La storia, si dice, non si fa con i se; invece i sogni si fanno anche con i se e i ma e i forse e a me piace pensare che, in un altro tempo, in un universo parallelo, la Sardegna diventa la culla di una civiltà nella quale il rispetto reciproco è alla base dei rapporti fra le persone e i popoli.
Perché quest’altro è un aspetto della natura sarda: - Rispetta me e io rispetto te. - E questo rispetto, dato e ricevuto, è così forte da escludere, sin dove è possibile, l’interessarsi dei fatti altrui. E ciò ad esempio nel commercio significa non fare concorrenza, perché la concorrenza significa danneggiare l’altro.
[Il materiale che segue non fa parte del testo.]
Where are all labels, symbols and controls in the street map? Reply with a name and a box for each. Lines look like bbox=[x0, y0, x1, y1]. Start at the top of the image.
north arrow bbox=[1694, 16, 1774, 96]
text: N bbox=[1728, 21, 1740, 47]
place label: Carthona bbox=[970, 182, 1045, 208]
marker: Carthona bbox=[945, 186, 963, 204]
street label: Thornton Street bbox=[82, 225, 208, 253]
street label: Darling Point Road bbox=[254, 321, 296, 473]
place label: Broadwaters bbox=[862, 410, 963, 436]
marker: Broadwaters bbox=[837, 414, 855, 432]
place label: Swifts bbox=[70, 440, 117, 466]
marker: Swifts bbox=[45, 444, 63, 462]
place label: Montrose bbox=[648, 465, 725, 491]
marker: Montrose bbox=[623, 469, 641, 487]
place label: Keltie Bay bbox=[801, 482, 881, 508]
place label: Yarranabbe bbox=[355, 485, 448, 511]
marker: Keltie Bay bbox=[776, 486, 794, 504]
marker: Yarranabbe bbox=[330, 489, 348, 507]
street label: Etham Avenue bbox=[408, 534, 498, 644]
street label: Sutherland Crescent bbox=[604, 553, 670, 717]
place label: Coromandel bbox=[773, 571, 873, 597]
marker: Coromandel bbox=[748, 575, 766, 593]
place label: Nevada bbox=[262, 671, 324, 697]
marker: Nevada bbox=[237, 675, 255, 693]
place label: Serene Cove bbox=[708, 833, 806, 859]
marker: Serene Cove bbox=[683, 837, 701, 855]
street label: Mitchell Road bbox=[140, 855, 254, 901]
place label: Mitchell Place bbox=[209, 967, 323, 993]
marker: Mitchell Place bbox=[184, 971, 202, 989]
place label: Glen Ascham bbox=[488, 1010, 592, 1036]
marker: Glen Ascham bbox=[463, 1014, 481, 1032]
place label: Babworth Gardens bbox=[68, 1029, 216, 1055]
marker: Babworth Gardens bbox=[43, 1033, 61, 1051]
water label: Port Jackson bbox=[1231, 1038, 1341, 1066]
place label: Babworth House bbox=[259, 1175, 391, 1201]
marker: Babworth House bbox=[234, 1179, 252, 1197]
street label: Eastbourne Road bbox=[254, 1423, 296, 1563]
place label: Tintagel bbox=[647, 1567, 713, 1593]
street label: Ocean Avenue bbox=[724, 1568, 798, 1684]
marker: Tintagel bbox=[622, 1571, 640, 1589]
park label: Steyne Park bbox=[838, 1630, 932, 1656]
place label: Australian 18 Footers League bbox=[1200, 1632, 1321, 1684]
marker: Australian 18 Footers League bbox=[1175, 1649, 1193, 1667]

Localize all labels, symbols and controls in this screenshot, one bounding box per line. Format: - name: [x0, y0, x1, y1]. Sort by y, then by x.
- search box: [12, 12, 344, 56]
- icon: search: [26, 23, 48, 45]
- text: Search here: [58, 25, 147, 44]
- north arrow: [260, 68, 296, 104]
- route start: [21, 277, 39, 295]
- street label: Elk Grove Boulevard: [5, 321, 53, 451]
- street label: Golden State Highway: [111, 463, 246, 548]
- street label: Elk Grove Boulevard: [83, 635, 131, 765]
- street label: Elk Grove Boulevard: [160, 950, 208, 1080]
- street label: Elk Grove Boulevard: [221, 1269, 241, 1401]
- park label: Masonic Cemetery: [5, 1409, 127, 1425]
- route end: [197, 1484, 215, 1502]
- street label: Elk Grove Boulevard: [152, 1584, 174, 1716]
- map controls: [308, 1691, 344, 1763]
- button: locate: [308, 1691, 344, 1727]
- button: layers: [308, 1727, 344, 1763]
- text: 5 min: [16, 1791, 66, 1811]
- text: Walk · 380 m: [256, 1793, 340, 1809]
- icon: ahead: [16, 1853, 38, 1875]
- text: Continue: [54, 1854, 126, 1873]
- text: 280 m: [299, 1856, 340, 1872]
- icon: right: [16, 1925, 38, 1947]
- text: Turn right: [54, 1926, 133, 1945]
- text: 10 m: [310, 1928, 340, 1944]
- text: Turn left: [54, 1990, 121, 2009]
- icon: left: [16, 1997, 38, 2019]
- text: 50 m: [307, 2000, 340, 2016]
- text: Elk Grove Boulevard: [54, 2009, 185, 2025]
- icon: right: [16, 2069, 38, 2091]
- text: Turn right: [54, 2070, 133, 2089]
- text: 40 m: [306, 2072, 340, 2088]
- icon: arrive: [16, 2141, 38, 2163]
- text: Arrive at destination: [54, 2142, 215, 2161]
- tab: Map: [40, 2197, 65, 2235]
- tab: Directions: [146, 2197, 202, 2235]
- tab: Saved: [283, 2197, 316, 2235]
E, infine, la famiglia sarda è retta dalla madre o, meglio ancora, dalla donna anziana di casa, la quale ha sempre ragione, le sue parole sono sentenze, come quelle di Salomone. La cultura matriarcale di antichissima tradizione, fondata su un’ava, attraverso le altre donne di casa, sorelle, figlie, nipoti, nuore, costituisce il clan, l’unità di base dell’organizzazione della società sarda. Più donne che si conoscono, che hanno avi in comune, costituiscono la tribù e il villaggio. Fuori di casa la faccia della famiglia è quella dell’uomo, ma essa è costruita dentro le mura domestiche, e la figura dell’uomo è quella di un ambasciatore. Naturalmente nessun uomo ammetterà mai che le decisioni siano prese dalle donne di casa…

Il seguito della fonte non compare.